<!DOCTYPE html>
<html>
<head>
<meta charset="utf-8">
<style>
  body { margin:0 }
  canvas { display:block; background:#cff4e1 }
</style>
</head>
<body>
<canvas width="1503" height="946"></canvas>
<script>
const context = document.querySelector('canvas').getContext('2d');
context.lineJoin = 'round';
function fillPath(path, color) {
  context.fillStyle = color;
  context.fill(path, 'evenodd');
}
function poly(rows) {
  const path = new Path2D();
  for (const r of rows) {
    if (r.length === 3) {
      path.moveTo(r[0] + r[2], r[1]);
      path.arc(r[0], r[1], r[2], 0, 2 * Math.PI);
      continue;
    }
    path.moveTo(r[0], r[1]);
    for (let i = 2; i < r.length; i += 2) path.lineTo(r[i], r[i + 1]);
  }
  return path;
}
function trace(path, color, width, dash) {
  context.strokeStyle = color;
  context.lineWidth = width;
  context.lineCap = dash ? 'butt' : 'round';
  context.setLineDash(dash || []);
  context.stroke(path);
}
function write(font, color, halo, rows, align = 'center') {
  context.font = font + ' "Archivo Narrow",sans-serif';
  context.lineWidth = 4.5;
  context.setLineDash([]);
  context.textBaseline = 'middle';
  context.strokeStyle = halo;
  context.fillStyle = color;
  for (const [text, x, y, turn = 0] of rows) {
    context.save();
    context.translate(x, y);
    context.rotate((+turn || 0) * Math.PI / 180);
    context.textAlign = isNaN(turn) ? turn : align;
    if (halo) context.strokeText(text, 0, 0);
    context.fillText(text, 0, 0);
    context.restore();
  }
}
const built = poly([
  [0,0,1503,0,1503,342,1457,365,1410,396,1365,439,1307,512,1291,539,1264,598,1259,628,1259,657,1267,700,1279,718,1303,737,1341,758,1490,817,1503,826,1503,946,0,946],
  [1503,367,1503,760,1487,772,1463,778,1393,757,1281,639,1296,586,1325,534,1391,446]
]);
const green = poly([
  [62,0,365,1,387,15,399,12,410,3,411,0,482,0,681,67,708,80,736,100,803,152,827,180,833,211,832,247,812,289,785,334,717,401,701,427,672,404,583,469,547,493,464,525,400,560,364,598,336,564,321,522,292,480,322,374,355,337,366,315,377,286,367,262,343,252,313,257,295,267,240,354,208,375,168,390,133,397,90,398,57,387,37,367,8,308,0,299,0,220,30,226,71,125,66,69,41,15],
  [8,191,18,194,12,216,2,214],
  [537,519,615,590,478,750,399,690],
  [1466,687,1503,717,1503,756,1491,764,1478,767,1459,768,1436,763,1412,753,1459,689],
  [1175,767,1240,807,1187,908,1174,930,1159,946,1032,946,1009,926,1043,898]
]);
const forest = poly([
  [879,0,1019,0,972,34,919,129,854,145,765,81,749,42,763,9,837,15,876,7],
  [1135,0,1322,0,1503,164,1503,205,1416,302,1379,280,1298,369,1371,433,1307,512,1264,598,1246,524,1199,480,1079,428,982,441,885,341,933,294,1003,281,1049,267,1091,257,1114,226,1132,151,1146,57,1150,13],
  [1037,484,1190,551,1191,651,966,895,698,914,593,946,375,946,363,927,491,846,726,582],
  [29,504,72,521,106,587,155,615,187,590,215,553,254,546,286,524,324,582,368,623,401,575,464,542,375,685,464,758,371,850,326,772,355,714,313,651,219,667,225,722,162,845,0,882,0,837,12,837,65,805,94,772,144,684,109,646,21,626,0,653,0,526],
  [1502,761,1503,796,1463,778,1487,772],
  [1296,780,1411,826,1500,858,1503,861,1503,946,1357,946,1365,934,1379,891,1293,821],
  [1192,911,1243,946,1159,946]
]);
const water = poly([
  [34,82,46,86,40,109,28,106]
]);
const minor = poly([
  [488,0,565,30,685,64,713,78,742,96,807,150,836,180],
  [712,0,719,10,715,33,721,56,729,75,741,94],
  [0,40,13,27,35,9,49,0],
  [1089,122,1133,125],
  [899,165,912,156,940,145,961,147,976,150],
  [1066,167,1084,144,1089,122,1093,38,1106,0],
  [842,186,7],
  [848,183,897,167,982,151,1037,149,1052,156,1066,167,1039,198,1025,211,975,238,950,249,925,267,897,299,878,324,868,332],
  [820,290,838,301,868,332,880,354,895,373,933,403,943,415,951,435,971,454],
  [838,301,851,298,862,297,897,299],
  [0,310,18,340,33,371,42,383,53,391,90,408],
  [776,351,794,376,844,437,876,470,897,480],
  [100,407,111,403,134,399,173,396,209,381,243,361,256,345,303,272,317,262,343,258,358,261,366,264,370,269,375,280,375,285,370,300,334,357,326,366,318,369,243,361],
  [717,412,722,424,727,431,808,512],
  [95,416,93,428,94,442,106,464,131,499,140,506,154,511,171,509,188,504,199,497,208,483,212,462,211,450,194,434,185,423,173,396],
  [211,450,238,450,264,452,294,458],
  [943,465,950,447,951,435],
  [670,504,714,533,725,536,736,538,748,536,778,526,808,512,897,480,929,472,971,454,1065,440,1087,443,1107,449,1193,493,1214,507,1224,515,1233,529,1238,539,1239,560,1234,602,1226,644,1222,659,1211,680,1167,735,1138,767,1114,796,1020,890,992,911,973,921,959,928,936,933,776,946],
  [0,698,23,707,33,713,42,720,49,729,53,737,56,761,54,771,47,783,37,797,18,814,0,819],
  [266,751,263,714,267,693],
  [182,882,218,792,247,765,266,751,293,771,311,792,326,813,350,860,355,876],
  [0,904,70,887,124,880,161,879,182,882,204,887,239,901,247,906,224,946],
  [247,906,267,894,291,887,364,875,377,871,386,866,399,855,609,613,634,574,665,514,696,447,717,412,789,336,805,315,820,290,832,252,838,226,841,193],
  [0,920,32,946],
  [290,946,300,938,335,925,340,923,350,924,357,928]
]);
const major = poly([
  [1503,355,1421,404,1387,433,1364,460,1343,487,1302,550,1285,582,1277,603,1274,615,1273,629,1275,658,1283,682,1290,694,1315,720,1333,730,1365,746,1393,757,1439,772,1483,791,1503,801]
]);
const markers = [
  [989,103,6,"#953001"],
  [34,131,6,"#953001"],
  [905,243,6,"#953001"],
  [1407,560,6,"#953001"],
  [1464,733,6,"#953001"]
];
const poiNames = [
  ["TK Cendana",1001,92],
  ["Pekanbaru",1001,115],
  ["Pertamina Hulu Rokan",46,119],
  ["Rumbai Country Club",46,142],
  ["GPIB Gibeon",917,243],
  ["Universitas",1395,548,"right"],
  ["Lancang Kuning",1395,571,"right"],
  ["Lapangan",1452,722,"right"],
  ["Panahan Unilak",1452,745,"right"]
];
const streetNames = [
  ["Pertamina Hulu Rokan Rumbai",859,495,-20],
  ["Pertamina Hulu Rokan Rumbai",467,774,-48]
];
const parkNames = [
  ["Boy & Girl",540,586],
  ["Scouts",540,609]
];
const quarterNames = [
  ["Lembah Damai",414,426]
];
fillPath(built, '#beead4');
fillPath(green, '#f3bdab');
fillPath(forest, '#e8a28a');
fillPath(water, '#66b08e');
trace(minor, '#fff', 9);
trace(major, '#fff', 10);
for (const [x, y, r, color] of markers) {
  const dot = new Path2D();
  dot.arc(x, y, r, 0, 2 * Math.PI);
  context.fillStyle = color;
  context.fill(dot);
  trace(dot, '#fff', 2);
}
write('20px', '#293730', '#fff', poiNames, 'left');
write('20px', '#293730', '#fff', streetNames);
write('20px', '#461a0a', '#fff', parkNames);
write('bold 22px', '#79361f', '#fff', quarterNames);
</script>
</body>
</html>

========================

§ Exercise objective
Count every line in the listing above where the string "color" occurs, and report the count and nothing more.

§ Answer to this problem
8